Prior to 2012, the Grand Canyon razorback sucker was assumed to be locally extinct. However, the National Parks Service reports that several adult razorback suckers were caught in the western Grand Canyon in 2012. Before these captures, suckers hadn’t been seen in the Grand Canyon for more than 20 years.
Razorback suckers can live for 40 or more years and are the largest species of suckers in the Colorado River. Any species loss may negatively impact ecosystems, and suckers play an important role in controlling insect and crustacean populations.

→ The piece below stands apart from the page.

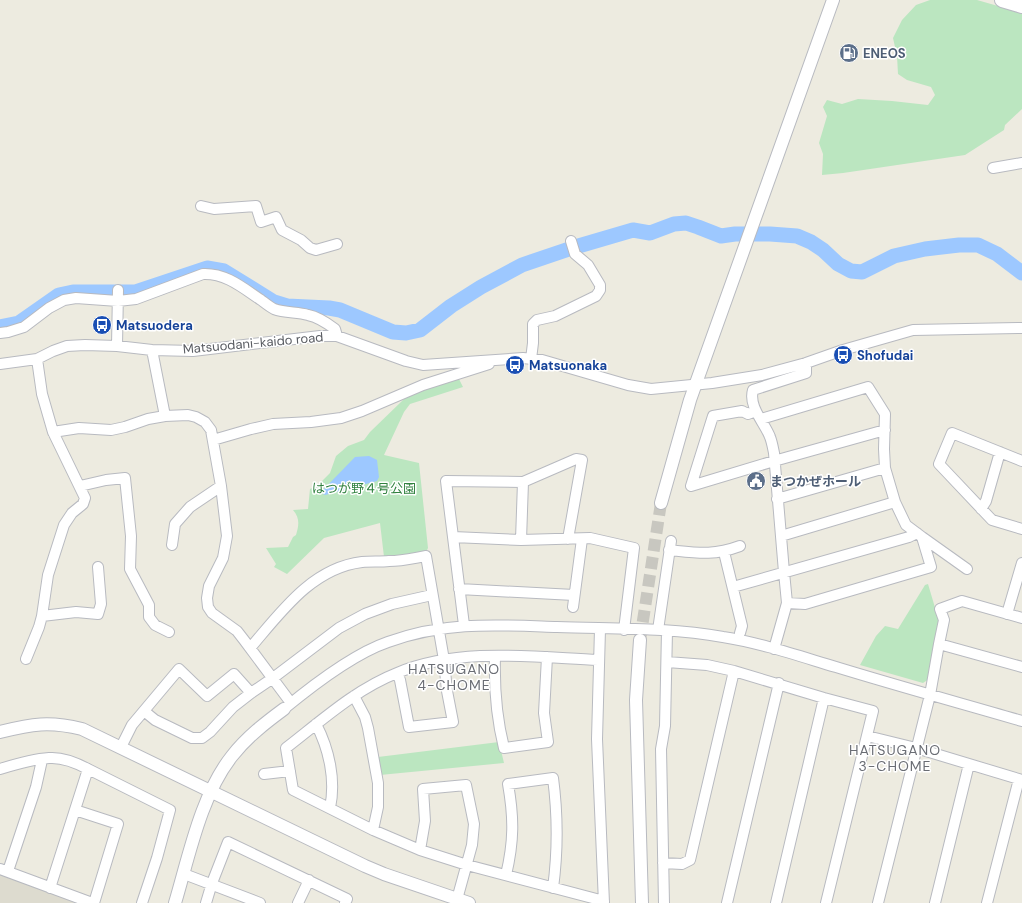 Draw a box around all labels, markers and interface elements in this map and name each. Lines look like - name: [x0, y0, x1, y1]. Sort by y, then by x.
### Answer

The species was well-distributed and healthy in the years leading up to the construction of dams on the Colorado River. According to the NPS, Razorback suckers could be found in many of the Colorado River tributaries “and were typically found in calm flat-water reaches.”
The adults caught in 2012 were believed to have originated from Lake Mead and remain the largest population of wild reproducing razorbacks. Since their reintroduction to the habitat, conservationists have worked to stock the lake and stabilize the population.
In 2014, the NPS released sonic-tagged fish into the Colorado River, hoping to use the data collected to detect other groups of spawning razorbacks and assess their movements and habitat use. Clay Nelson, Grand Canyon National Park Fisheries Biologist, stated that “The information that may be gained tracking these adult razorback suckers will be valuable for future conservation and management of the species in Grand Canyon.”
Stocking, tagging, and monitoring programs have helped to stabilize the population. The species was listed as endangered in 1991, but in 2021, the U.S. Fish and Wildlife Service proposed that the species be removed from the endangered species list. The species has since been labeled Threatened.
The difference between the labels may seem insignificant to the average citizen, but the categorization is quite significant to conservation groups. Furthermore, the distinctions are important indicators of the stability of the species.
According to the Environmental Protection Agency, “Endangered species are those plants and animals that have become so rare they are in danger of becoming extinct. Threatened species are plants and animals that are likely to become endangered within the foreseeable future throughout all or a significant portion of its range.”
Considering the gradual population increase observed over the past few years, Grand Canyon razorback suckers are becoming more established within the region. The change from endangered to threatened took a little less than ten years, but researchers are hopeful that population increases may warrant another label shift in a few years.